Islam : de l’importance de la sensibilité féminine

À la tête de la Conférence des oulémas au Maroc, Ahmed Abbadi plaide pour une lecture intelligente des textes religieux, « pour le bonheur des humains ».

C’est lors d’un entretien avec la presse dans le cadre du premier forum des femmes journalistes d’Afrique tenu à Marrakech le 8 mars dernier qu’Ahmed Abbadi s’est exprimé sur la question des droits des femmes. Dans le cadre de cette manifestation baptisée « Les Panafricaines », Ahmed Abbadi a comparé la démarche des femmes dans la conquête de leurs droits à une quête. Comme toutes les quêtes, cette démarche rencontre des obstacles dont il faut être conscient, a-t-il indiqué, cité par l’Agence panafricaine de presse.

Des obstacles, oui, mais il faut les lever

Aux yeux d’Ahmed Abbadi, le premier réside dans « l’antagonisme que d’aucuns s’attellent à faire jaillir entre texte et contexte ». Et de s’interroger en posant l’équation, d’un côté, d’un texte émancipateur et libérateur » et, de l’autre, d’un texte qui « ligote » de manière excessive les droits de la femme ». Pour cette haute personnalité religieuse, « tout dépend de l’approche ». Et d’ajouter : « L’approche ne doit pas être littérale et reprendre simplement ce qui a été dit sans le rapprocher des sources. » Pour lui, il est essentiel de comprendre qu’il y a une ingénierie liée aux textes.
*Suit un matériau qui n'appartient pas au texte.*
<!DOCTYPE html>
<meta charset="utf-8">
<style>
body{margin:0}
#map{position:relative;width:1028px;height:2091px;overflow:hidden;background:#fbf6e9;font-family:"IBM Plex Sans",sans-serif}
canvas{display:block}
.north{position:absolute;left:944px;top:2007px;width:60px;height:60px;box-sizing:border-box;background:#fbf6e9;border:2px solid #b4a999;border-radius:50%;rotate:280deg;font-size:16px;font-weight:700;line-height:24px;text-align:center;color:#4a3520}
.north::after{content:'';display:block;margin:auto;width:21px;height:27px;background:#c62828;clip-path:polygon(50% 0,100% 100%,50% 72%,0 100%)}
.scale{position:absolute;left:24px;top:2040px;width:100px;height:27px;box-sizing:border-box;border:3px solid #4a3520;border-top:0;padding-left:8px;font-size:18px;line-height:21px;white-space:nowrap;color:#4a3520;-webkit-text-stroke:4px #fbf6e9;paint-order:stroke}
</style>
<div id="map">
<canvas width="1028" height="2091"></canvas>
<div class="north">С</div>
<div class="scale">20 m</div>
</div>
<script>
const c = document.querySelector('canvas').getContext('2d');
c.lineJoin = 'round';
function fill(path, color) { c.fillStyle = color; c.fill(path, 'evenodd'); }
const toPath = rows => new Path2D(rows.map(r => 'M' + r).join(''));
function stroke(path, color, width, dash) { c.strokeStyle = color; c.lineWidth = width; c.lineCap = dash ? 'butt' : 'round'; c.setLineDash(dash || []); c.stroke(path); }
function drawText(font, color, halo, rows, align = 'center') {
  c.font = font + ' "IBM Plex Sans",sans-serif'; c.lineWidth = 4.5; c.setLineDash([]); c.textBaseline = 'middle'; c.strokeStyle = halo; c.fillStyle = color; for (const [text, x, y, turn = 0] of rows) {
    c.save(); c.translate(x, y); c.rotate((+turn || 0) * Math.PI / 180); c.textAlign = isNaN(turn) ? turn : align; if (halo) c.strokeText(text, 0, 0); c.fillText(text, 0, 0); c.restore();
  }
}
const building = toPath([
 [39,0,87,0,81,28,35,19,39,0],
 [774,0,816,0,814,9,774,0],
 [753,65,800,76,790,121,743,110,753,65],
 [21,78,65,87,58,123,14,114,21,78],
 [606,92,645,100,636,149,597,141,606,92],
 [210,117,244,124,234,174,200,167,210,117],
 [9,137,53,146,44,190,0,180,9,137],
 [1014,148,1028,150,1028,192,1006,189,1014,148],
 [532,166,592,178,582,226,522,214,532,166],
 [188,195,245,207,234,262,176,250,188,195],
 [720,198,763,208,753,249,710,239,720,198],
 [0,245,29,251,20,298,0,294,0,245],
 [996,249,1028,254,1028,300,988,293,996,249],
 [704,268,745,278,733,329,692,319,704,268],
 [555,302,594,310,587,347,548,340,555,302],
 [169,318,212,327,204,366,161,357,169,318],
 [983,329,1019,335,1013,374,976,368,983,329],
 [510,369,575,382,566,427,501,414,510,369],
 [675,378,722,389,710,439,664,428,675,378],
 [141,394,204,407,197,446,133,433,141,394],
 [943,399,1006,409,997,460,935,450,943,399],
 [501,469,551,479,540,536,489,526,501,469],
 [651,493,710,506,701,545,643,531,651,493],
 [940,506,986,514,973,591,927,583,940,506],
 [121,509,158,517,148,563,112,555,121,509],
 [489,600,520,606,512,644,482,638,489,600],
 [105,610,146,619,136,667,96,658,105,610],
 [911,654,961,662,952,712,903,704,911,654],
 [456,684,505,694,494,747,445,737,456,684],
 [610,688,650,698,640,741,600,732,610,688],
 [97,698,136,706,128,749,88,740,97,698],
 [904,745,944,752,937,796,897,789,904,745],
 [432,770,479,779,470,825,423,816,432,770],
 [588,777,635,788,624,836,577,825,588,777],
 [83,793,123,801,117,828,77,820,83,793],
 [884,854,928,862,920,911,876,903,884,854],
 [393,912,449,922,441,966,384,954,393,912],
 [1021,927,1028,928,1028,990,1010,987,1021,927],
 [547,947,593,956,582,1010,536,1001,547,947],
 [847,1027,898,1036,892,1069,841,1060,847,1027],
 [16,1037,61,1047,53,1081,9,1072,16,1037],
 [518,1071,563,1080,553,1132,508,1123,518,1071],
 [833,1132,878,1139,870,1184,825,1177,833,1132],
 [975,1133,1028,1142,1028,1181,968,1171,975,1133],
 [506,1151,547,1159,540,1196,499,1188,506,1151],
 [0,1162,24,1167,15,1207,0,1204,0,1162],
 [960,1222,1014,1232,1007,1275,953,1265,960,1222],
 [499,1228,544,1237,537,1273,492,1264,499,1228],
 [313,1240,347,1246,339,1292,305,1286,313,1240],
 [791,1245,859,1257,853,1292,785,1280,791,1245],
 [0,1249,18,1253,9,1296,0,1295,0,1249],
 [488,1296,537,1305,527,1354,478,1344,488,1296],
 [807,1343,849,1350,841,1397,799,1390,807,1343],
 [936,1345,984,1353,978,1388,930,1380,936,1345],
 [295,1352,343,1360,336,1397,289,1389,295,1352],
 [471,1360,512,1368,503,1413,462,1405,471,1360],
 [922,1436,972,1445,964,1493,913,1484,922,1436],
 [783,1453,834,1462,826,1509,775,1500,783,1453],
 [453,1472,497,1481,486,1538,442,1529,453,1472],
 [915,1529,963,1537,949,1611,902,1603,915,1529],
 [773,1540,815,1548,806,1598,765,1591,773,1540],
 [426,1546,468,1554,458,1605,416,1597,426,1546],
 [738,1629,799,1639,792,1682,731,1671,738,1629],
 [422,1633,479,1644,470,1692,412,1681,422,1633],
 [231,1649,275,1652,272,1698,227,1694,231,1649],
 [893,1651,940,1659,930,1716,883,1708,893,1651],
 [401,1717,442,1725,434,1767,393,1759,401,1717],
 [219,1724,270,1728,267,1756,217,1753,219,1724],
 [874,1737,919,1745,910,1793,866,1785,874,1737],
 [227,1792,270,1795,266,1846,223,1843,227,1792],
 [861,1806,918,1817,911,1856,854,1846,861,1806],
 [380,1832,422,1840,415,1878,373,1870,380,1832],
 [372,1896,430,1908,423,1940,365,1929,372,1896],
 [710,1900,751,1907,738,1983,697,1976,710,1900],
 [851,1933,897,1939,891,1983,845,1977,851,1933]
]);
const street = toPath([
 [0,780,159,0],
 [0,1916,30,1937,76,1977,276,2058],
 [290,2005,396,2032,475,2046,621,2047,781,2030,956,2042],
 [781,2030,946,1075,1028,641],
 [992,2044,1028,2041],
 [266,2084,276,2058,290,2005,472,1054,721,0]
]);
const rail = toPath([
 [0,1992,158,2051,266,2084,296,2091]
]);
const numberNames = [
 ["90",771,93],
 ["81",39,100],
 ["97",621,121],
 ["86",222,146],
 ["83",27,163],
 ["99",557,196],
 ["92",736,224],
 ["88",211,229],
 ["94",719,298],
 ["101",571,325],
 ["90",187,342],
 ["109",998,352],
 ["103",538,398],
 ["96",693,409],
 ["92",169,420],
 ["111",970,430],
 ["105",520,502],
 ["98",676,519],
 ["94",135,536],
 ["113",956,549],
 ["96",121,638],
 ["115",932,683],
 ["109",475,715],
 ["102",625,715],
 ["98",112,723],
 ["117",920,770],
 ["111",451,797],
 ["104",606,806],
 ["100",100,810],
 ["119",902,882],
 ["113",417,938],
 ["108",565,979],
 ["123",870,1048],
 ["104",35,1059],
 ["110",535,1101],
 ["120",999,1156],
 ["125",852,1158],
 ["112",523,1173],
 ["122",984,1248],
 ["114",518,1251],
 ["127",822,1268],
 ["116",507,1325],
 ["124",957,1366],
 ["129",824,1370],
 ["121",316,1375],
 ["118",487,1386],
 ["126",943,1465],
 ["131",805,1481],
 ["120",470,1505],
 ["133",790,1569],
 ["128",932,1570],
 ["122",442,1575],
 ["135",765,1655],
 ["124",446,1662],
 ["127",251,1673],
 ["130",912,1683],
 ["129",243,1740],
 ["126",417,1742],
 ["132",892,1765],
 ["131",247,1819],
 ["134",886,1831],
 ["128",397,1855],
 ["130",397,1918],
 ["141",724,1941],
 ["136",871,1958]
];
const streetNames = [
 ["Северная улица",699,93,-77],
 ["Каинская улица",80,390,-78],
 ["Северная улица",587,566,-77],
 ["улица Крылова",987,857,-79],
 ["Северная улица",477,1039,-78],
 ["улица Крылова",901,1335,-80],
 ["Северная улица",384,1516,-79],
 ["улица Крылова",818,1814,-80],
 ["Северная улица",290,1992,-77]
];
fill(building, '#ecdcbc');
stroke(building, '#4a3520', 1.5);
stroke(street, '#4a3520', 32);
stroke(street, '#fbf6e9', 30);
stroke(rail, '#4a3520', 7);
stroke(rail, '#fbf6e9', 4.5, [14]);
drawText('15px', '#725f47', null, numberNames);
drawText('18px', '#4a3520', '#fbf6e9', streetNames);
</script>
Selon Ahmed Abbadi, « l’ingénierie démontre sans faille que le dogme de ce socle est de garantir le bonheur. Non seulement l’ingénierie du texte religieux musulman, mais également de tous les textes religieux, est qu’il y a une finalité des finalités qui est de garantir le bonheur aux humains. »

Les textes ont une finalité multiple qu’il faut identifier

Dans cette dynamique, le secrétaire général de la Rabita Mohammedia des oulémas dénombre quatre grandes finalités : « l’unicité de l’existence, la connectivité, la purification intentionnelle et factuelle, enfin, la capacité de peupler sainement cette planète qui n’est rien d’autre que notre mère terre ». Une mère qui, selon lui, « peut vivre sans nous », alors que « nous ne pouvons vivre sans elle ». Et de relever sous cette dernière finalité six valeurs fondamentales cristallisées dans un chapelet de préservation : celles de la vie, de la religiosité, de la dignité, de la descendance, de la raison et de la propriété.

Quid de la charia ?

Puisqu’au cœur de nombreux discours, il est question de la charia, Ahmed Abbadi a jugé utile de préciser que « seuls 250 versets du Coran font allusion à la charia, ce qui, en termes de pourcentage, ne fait que 4 % ». Et de poursuivre : « Les 96 % des versets coraniques sont porteurs de beauté, de valeur de la conception, de ce que doit être une société, de ce que doit être un être humain, sans distinction d’homme ou de femme. » « Le fait de nous avoir enclavés dans ces 4 % nous a fait oublier les 96 % qui sont de toute beauté et de tout amour », a-t-il indiqué.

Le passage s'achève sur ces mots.